Opinion
8 Div. 491.
October 13, 1949.
Appeal from the Circuit Court of Jackson County, W. J. Haralson, J.
Proctor Snodgrass, of Scottsboro, for appellant.
The testimony was taken before the register and submitted to the judge for decree. This being true, there is no presumption of correctness of the findings of the court. Hodge v. Joy, 207 Ala. 198, 92 So. 171; Rescia v. Waldrop, 234 Ala. 338, 175 So. 287. The question involved is one of fact, and on the testimony adduced the finding of the trial court was in error.
H. G. Bailey, of Boaz, for appellee.
Respondents' answer contains an affirmative defense as to the alleged indebtedness due, and the burden of proving the fact alleged was upon the respondent. Having failed to carry this burden the defense was not established, and the trial court correctly decreed in favor of complainant. 21 C.J. 550; Brandon v. Cabiness, 10 Ala. 155.
This is a bill filed by the appellee Mrs. Nannie Hughes as the grantee of J. D. Shavers, deceased, seeking to protect and enforce the equity of redemption in certain lands covered by a mortgage executed by said Shavers to the respondent Dewey Tipton, appellant, on the 23d day of January, 1947. The mortgage was executed ex facie to secure an indebtedness evidenced by a promissory note for $700 executed by said Shavers to Tipton on the same date as the mortgage and due and payable on the 23d of January, 1948.

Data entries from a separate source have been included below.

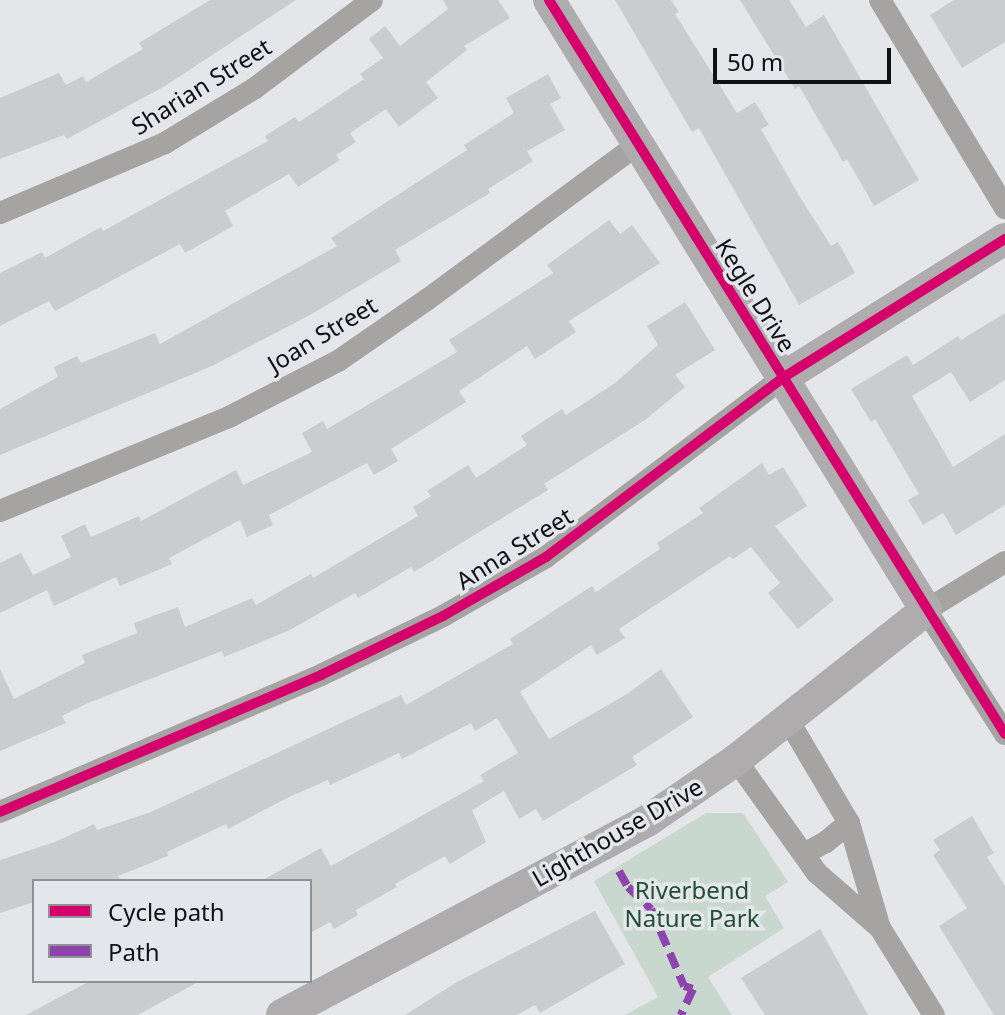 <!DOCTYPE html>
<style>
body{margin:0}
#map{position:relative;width:1005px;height:1015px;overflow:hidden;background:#e4e6e9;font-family:"Noto Sans",sans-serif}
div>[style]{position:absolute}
.green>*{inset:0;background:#c8d8ce}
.building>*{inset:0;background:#caccce}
.street>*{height:22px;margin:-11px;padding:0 11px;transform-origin:11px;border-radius:11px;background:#a6a4a3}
.secondary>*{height:32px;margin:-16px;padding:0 16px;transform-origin:16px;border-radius:16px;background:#aeacad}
.quiet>*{height:8px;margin-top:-4px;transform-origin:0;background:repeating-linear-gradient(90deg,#8e44ad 0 16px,transparent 0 24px)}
.cycleway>*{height:10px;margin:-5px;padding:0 5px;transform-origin:5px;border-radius:5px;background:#d6006c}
span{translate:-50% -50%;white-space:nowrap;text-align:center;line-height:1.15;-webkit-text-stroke:7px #e3e6ea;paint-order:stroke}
.street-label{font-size:24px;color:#101112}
.park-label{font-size:24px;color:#215032}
.legend{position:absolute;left:32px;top:879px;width:280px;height:104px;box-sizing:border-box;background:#e3e6ea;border:2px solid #8f9194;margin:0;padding:10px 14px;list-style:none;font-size:24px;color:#101112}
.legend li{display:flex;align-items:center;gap:16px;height:40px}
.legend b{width:40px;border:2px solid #8f9194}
.scale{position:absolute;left:713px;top:48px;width:178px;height:36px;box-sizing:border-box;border:4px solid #101112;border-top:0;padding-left:10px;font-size:24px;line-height:28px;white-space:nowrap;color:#101112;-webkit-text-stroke:6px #e3e6ea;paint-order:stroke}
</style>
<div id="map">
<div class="green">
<i style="clip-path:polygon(706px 813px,743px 813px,788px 882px,765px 896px,784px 928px,708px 977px,732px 1015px,625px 1015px,658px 997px,594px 881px)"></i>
</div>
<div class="building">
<i style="clip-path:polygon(210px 0,296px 0,165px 86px,67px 139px,64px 135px,0 159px,0 98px,59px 73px,66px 85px,83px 76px,86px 82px,143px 49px,139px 43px)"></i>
<i style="clip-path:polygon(443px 0,498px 0,510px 18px,464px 46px,467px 50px,426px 82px,438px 98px,399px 127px,386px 109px,350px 133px,356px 142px,336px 155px,340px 160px,298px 187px,289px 174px,225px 211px,233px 226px,185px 253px,180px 244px,55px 311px,49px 301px,0 326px,0 273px,42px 252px,45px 258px,101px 227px,103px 231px,268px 141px,265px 136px,295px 117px,299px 122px,364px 79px,360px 74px,383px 58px,369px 39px,385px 26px,400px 46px,448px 9px)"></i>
<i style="clip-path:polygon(615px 0,671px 0,679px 12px,675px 14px,737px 113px,755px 102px,769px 125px,761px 129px,798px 194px,831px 246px,838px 242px,855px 273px,799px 305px,699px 128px,692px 132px)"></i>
<i style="clip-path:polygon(740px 0,789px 0,806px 27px,824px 15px,919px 180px,874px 206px,847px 159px,843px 162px,799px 86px,795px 89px)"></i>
<i style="clip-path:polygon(954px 0,1005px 0,1005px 42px,962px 68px,930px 15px)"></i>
<i style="clip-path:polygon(548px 74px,561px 98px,550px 104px,565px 130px,527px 151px,533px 161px,488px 189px,490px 193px,395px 250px,401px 261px,310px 315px,212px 366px,0 455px,0 409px,58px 377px,54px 367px,77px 356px,81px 363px,155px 333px,160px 344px,337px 246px,331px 238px,467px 150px,464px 145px,514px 113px,506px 98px)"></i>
<i style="clip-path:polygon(609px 220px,620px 234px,632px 225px,660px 263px,569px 321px,576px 332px,535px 359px,527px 346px,459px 391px,466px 402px,391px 449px,398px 461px,374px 475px,367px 463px,269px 515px,273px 525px,247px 537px,240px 520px,169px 558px,172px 564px,120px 586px,116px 577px,54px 606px,47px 590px,0 613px,0 563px,21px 553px,33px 575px,71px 557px,61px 536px,85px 524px,91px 537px,139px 516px,141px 521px,236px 470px,243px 485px,312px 452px,302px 433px,323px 421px,327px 429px,457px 352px,449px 340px,553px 273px,547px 265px)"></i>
<i style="clip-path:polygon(685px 302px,715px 350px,675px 375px,685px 387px,645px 420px,544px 484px,548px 490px,414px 572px,411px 567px,358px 598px,355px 593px,288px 631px,224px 657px,222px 651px,88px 703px,62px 716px,66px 723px,0 751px,0 669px,14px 699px,85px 663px,82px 655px,137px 633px,134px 623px,178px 607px,185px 627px,252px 598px,256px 605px,311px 574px,313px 578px,418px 516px,413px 507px,431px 496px,427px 491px,468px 465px,476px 478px,527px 445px,521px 436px,562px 409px,566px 415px,615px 383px,658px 345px,647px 326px)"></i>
<i style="clip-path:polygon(1005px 313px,1005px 380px,970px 402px,951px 372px,912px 396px,953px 467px,1005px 434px,1005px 505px,956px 535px,943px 513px,923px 525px,908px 500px,919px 494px,875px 419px,871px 422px,851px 389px,907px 355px,913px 365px,958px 336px,961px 340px)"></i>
<i style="clip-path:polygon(762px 463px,769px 475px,783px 467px,807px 506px,775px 526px,834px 600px,798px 629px,768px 593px,780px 583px,751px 547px,733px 559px,730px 556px,619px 629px,625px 638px,597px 655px,591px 645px,520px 692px,549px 739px,627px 694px,661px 669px,693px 717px,632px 757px,637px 765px,543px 821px,536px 809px,519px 819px,504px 791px,472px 810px,486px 842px,450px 864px,445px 856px,395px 884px,397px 887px,356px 910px,358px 915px,334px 929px,330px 922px,310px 933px,310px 881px,261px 881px,321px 848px,331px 866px,484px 781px,480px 775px,518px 753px,497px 718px,475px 731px,471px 723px,402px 759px,399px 753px,330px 785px,328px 780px,289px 797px,228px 829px,226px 824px,167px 852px,168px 856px,118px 876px,121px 881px,34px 881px,34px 902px,0 913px,0 860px,55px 842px,94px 824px,97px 830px,151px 812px,401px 695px,406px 705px,513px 644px,510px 639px,592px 586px,596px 592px,660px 549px,657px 543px,703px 513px,699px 508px)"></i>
<i style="clip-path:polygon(972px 816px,994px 853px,987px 857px,1005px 886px,1005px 1015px,994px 1015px,939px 926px,967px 908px,933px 855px,940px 850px,933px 840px)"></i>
<i style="clip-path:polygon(595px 911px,625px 964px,540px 1013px,535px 1005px,517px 1015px,405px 1015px,457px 982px)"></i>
<i style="clip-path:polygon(820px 929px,868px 1015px,765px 1015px,741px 978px)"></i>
<i style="clip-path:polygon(90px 981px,200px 981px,138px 1015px,26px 1015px)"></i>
</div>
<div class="street">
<i style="left:880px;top:0;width:243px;rotate:59deg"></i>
<i style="left:0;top:213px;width:179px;rotate:-23deg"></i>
<i style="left:165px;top:143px;width:105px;rotate:-31.4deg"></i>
<i style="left:255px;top:88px;width:146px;rotate:-36.9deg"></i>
<i style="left:0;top:511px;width:248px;rotate:-22.3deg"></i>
<i style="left:229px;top:417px;width:123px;rotate:-27.2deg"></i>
<i style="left:338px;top:361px;width:109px;rotate:-34.6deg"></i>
<i style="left:428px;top:299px;width:261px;rotate:-36.4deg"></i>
<i style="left:1005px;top:562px;width:92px;rotate:148.7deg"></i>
<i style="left:926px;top:610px;width:147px;rotate:57.5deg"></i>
<i style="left:787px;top:718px;width:122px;rotate:59.4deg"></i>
<i style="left:849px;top:823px;width:109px;rotate:73.6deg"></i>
<i style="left:736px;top:760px;width:139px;rotate:54.4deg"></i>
<i style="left:817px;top:873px;width:84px;rotate:41.1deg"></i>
<i style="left:880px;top:928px;width:102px;rotate:58.2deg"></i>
<i style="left:0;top:812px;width:349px;rotate:-23.1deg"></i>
<i style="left:321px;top:675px;width:136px;rotate:-25.8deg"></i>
<i style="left:443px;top:616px;width:119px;rotate:-29.8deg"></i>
<i style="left:546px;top:557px;width:298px;rotate:-37.1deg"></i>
<i style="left:804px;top:854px;width:25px;rotate:-29deg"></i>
<i style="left:826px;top:842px;width:30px;rotate:-40deg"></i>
</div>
<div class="secondary">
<i style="left:784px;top:377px;width:261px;rotate:-32deg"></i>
<i style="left:282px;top:1015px;width:413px;rotate:-28deg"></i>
<i style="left:647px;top:821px;width:108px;rotate:-34.4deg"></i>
<i style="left:736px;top:760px;width:242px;rotate:-38.3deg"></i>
<i style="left:926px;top:610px;width:717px;rotate:-121.72deg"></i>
</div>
<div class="quiet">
<i style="left:619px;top:871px;width:18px;rotate:61deg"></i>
<i style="left:628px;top:887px;width:32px;rotate:44deg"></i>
<i style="left:651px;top:909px;width:84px;rotate:66.8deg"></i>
<i style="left:684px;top:986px;width:9px;rotate:18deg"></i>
<i style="left:693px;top:989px;width:29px;rotate:115deg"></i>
</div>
<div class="cycleway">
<i style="left:549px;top:0;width:864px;rotate:58.15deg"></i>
<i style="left:0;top:812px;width:349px;rotate:-23.1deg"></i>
<i style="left:321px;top:675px;width:136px;rotate:-25.8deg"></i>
<i style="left:443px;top:616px;width:119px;rotate:-29.8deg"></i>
<i style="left:546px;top:557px;width:298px;rotate:-37.1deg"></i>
<i style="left:784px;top:377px;width:261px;rotate:-32deg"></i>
</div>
<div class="street-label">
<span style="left:201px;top:86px;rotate:-32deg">Sharian Street</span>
<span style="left:756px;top:295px;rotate:58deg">Kegle Drive</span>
<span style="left:322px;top:334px;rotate:-31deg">Joan Street</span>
<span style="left:514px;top:548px;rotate:-32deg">Anna Street</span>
<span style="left:617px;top:832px;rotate:-30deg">Lighthouse Drive</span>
</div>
<div class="park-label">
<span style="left:692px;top:904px">Riverbend<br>Nature Park</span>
</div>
<ul class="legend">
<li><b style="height:10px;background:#d6006c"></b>Cycle path</li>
<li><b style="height:10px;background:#8e44ad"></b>Path</li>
</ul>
<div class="scale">50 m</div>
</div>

The controversy between the parties is one of fact, the contention of the complainant-appellee being that said mortgage and note were given by Shavers to Tipton for a loan of $700 and that only $400 was advanced at the time the mortgage and note were delivered, accompanied by a promise of the mortgagee to advance the balance of $300 later, which he failed to do.
The contention of the defendant, appellant here, is that Shavers made application to Tipton for a loan of $400 with the understanding that Shavers would embrace in said mortgage an existing indebtedness of $300 for previous loans made by him to Shavers without security.
The learned trial court sustained the contention of appellee and fixed the amount of the indebtedness at $400 and the interest thereon.
The testimony in this case was taken by deposition before the register. After due and full consideration of the legal and competent evidence in the case we are impelled to the conclusion that the trial court erred in the stated conclusion as to the amount of the indebtedness.
The note and mortgage executed by Shavers made a prima facie case for the defendant and this shifted the burden to the complainant to go forward with sufficient competent evidence to sustain her contention and this she failed to do. On the other hand the defendant offered competent evidence showing that he had advanced to said Shavers prior to the execution of the mortgage a total sum of $287, which he had not repaid, and this sum with interest would exceed $300.
The decree of the circuit court is corrected by substituting $700 in said decree in lieu of $400 as the necessary sum with interest thereon to effect redemption of the mortgaged property. As so corrected the decree will be affirmed, the appellee to pay the costs of the appeal incurred in the trial court and in this court.
Corrected and affirmed.
FOSTER, LAWSON and SIMPSON, JJ., concur.